**WORK REQUIRED**
Set down word for word the lines that begin the entries and run through the line containing "display:flex; align-items:center; gap:12px;". Give nothing further.
____
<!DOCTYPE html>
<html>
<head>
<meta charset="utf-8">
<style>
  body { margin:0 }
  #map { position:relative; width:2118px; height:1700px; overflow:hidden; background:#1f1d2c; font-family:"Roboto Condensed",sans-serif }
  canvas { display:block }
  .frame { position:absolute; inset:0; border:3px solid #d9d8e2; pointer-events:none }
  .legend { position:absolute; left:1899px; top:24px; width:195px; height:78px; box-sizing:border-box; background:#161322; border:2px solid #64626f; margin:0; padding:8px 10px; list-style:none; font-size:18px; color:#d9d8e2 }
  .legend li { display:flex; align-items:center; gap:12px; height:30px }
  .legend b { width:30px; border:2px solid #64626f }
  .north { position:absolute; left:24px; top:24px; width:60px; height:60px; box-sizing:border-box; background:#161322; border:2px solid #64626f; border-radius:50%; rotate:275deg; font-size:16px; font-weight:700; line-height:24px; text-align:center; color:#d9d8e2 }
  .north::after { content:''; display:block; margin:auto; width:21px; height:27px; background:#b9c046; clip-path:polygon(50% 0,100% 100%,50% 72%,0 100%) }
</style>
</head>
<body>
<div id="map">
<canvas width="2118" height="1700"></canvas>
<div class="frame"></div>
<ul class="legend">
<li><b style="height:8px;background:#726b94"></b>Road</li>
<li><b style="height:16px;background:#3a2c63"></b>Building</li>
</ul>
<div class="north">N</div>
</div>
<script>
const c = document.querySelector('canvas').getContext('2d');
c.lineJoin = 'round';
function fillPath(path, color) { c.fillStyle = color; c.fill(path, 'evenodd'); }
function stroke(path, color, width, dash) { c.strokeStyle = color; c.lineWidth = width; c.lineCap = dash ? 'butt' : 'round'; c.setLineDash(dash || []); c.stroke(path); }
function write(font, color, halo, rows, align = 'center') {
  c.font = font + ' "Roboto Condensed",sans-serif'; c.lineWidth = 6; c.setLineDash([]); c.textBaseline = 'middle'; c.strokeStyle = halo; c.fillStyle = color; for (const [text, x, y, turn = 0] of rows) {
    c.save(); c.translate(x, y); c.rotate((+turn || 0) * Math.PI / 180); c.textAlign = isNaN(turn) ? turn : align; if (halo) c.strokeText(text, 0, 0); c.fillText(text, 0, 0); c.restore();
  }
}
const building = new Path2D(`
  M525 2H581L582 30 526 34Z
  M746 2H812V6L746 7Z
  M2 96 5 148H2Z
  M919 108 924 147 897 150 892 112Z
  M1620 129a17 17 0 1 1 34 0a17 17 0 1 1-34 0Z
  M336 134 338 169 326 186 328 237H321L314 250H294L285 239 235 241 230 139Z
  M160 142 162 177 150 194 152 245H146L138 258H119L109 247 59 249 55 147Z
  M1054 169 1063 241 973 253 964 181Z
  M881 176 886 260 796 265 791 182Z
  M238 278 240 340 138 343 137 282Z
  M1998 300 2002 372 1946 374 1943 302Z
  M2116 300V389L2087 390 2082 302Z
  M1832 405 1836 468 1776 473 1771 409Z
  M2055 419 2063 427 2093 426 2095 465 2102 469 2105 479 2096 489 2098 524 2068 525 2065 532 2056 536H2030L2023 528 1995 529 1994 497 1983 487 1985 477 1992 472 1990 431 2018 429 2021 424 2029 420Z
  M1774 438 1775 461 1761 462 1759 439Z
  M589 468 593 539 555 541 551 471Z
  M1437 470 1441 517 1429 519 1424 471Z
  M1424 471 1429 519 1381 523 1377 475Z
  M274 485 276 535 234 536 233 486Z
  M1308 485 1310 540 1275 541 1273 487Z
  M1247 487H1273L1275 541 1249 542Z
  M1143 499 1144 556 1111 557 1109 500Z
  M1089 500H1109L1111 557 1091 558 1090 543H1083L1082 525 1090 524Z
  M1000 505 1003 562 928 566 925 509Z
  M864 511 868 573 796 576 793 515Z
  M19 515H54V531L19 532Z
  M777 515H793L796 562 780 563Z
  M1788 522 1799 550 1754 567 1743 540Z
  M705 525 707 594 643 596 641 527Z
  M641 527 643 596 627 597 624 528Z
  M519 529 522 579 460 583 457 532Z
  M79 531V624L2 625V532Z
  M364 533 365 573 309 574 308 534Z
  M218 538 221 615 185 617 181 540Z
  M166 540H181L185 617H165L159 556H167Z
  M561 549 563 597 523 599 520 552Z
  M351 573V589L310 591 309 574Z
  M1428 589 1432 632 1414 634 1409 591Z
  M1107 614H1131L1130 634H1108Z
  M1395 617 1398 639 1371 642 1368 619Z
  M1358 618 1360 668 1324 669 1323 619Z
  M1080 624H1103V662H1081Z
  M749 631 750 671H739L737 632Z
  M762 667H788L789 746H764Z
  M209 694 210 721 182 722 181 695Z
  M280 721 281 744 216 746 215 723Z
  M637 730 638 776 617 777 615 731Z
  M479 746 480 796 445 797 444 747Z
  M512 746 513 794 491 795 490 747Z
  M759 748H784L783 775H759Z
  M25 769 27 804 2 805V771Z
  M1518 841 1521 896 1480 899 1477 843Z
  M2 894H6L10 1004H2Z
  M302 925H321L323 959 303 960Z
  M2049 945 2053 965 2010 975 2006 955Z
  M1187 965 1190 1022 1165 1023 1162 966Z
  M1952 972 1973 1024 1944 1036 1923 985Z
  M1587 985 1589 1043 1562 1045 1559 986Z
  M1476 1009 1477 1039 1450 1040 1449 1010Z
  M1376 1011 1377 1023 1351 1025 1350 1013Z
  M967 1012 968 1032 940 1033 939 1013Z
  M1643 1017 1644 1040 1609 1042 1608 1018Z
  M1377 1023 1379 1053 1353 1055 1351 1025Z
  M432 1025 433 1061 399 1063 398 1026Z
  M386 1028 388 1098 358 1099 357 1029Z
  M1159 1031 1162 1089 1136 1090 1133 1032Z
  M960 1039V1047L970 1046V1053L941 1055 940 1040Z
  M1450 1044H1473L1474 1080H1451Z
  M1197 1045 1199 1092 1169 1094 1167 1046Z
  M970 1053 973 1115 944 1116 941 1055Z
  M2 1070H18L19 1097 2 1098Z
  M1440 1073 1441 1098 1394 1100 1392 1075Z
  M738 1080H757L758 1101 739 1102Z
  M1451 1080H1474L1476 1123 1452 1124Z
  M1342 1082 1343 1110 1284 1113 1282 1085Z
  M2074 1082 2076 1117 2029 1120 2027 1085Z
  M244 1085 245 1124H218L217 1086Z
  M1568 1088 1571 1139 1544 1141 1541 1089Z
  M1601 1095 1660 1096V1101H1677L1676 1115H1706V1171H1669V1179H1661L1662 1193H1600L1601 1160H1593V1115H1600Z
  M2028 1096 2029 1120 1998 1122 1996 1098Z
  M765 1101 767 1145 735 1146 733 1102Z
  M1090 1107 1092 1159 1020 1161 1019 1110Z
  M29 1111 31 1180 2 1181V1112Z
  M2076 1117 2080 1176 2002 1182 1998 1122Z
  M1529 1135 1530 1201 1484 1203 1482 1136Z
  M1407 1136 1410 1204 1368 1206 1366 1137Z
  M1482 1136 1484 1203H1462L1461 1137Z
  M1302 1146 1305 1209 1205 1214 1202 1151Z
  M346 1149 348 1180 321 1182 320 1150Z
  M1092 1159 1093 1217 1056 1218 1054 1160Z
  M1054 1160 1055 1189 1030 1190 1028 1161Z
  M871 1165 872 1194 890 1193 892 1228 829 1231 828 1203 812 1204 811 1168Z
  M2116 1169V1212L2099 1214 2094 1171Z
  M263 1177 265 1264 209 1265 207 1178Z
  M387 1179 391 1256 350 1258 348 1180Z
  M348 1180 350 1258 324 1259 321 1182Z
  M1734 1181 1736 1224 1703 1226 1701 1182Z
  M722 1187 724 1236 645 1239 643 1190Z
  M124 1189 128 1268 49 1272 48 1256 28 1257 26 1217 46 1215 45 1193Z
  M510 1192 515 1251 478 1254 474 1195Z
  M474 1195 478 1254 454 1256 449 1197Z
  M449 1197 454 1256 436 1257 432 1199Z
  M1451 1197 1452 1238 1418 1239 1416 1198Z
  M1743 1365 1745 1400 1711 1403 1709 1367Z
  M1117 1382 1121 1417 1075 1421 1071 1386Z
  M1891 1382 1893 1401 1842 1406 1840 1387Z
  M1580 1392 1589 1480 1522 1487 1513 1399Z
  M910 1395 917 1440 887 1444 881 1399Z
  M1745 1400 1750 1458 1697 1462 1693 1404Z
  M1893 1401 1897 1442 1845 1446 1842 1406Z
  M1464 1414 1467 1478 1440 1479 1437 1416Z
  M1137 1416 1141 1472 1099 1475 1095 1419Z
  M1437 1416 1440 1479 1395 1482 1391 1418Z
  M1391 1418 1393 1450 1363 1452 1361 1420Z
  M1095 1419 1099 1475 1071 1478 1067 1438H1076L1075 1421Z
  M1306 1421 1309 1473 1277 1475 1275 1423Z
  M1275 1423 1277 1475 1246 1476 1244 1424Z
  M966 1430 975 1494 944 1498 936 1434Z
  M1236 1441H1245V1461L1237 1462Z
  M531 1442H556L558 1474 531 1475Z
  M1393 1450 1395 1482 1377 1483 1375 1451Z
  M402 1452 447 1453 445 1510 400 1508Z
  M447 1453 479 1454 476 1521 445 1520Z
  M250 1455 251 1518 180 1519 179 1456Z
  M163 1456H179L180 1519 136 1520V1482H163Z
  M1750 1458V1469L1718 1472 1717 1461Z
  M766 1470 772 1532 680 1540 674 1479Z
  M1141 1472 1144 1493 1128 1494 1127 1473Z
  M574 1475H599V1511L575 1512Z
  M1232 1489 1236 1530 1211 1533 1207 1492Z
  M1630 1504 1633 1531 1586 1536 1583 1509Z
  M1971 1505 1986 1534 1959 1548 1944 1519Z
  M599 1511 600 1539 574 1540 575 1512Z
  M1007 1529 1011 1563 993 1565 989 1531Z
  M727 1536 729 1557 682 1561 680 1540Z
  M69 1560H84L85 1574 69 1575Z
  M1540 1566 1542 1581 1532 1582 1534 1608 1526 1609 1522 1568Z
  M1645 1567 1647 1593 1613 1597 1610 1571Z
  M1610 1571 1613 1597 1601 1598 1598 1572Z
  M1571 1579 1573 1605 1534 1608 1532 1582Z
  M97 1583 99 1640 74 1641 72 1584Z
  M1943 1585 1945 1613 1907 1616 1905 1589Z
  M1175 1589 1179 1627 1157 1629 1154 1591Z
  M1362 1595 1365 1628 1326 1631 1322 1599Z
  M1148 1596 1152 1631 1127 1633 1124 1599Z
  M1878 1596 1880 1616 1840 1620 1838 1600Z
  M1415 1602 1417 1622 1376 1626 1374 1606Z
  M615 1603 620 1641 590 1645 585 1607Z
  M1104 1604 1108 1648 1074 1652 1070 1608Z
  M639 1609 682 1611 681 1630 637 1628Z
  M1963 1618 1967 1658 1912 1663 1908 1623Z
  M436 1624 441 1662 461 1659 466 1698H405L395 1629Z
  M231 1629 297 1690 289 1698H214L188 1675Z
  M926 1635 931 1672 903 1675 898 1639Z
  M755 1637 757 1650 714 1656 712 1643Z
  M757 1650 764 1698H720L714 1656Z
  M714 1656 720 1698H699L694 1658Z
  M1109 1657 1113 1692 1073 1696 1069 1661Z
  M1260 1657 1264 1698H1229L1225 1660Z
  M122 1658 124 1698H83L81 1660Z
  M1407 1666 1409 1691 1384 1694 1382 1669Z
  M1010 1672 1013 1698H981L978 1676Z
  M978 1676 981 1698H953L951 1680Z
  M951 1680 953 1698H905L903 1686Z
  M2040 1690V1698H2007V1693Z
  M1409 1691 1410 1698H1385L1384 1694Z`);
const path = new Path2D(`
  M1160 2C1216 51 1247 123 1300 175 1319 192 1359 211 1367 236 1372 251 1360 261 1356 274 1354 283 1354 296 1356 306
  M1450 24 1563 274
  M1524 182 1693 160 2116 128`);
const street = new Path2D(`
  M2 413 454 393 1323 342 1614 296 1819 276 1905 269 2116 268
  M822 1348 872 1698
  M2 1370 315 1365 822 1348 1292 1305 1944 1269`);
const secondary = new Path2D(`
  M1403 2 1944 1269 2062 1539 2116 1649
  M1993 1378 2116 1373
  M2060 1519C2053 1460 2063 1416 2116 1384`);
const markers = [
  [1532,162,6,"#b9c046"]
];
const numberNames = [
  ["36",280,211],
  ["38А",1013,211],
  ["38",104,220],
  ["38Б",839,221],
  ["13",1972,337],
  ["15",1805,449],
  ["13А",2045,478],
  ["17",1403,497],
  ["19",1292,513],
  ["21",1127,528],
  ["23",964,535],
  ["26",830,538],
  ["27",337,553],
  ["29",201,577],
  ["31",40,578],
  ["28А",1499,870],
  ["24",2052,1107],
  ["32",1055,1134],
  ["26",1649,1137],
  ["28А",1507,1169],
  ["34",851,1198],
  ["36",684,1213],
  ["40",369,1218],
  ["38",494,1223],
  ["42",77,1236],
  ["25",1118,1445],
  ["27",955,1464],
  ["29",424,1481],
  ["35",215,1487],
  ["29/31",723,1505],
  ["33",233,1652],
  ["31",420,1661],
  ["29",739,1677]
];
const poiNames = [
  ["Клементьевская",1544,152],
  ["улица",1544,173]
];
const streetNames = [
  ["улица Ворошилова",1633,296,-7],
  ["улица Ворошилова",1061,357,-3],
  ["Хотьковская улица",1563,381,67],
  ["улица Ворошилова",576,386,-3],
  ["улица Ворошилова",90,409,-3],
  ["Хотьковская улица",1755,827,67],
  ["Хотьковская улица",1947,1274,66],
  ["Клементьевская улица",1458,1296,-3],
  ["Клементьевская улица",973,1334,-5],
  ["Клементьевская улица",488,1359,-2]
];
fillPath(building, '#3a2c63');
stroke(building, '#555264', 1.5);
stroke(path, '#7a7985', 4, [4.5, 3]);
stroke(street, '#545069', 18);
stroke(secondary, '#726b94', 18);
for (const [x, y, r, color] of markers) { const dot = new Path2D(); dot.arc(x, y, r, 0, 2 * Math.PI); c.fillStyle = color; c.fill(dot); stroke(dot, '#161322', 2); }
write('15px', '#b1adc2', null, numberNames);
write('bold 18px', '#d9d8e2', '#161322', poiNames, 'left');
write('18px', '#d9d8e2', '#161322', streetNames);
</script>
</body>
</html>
____
**TASK RESPONSE**
<!DOCTYPE html>
<html>
<head>
<meta charset="utf-8">
<style>
  body { margin:0 }
  #map { position:relative; width:2118px; height:1700px; overflow:hidden; background:#1f1d2c; font-family:"Roboto Condensed",sans-serif }
  canvas { display:block }
  .frame { position:absolute; inset:0; border:3px solid #d9d8e2; pointer-events:none }
  .legend { position:absolute; left:1899px; top:24px; width:195px; height:78px; box-sizing:border-box; background:#161322; border:2px solid #64626f; margin:0; padding:8px 10px; list-style:none; font-size:18px; color:#d9d8e2 }
  .legend li { display:flex; align-items:center; gap:12px; height:30px }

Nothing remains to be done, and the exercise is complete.